A word-for-word copy of the data, pictures excluded, is what this task asks for.

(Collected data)
▼
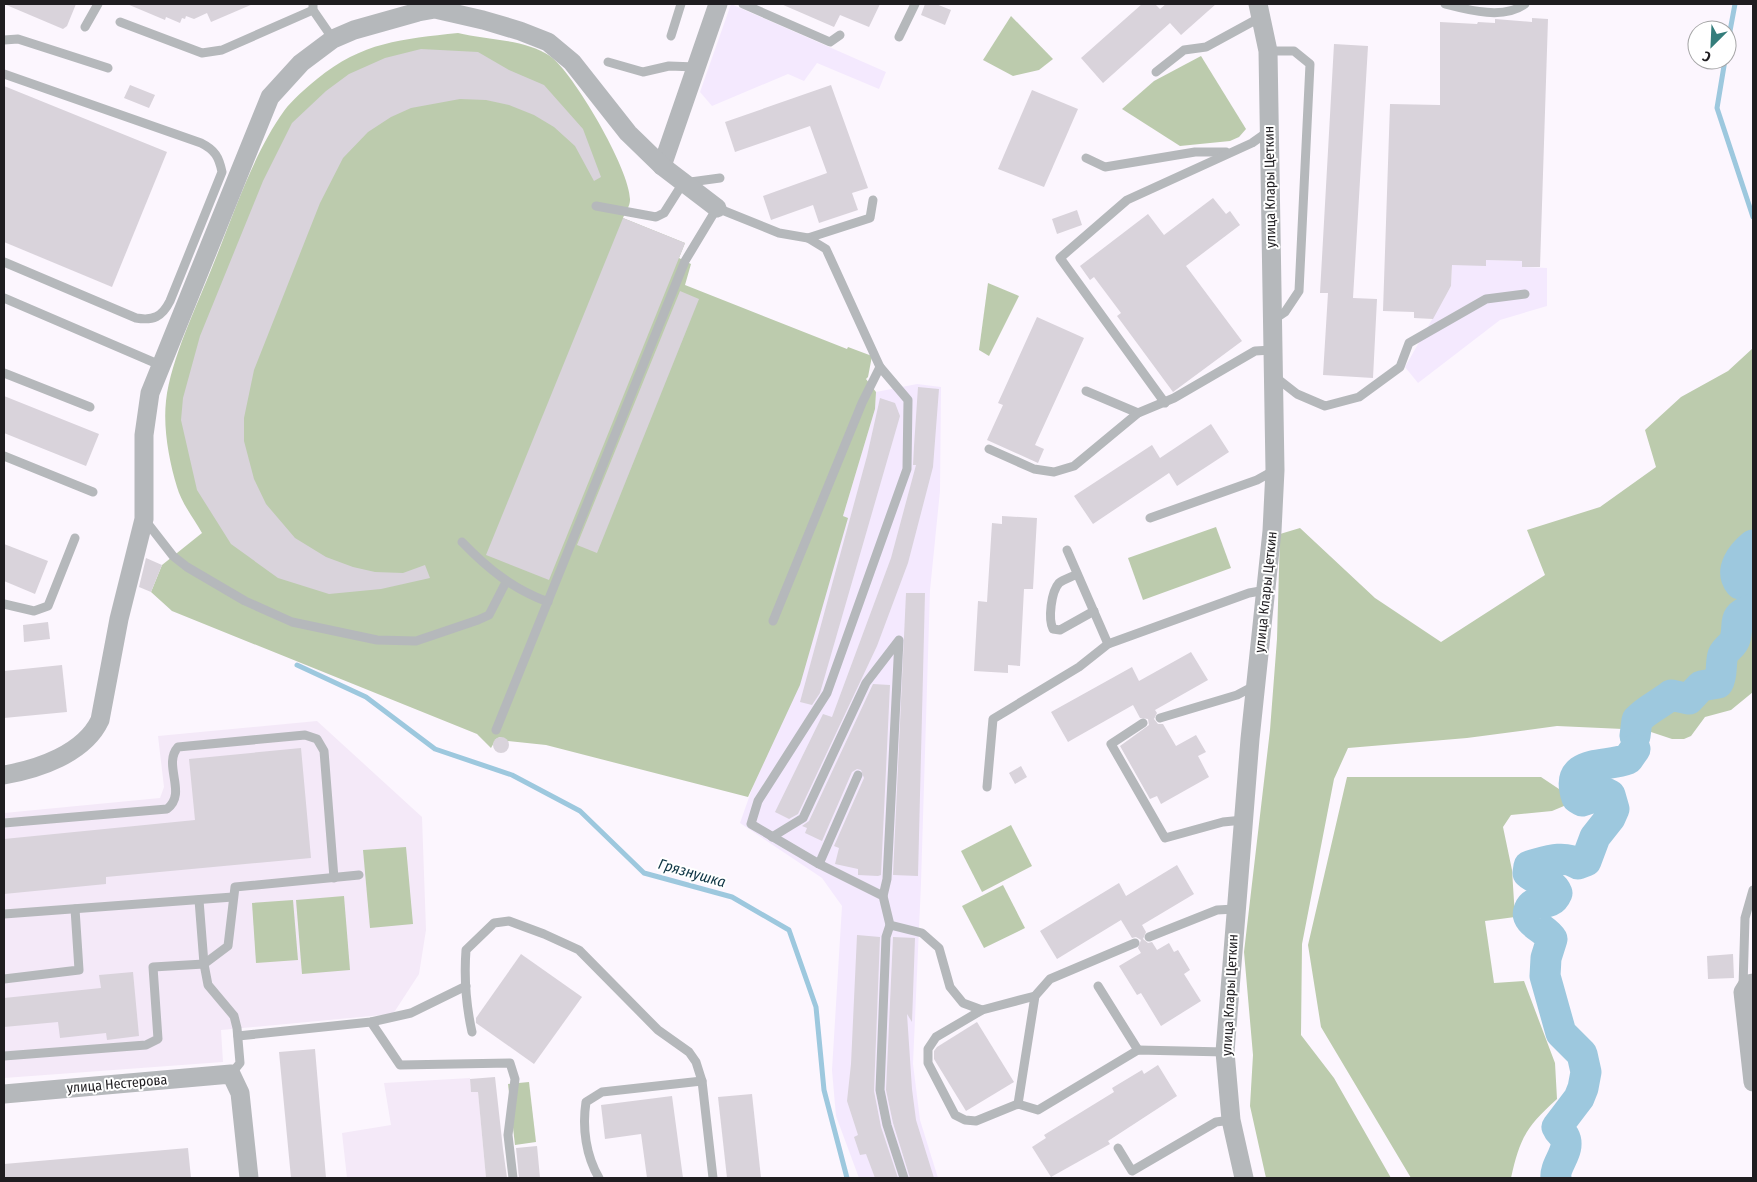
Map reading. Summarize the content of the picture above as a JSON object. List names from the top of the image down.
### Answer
{
  "streets": {
    "street": ["улица Клары Цеткин", "улица Нестерова"]
  },
  "water": ["Грязнушка"],
  "north": "bottom left"
}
▲
**Answer box**
Map reading. Summarize the content of the picture above as a JSON object. List names from the top of the image down.
### Answer
{
  "streets": {
    "street": ["улица Клары Цеткин", "улица Нестерова"]
  },
  "water": ["Грязнушка"],
  "north": "bottom left"
}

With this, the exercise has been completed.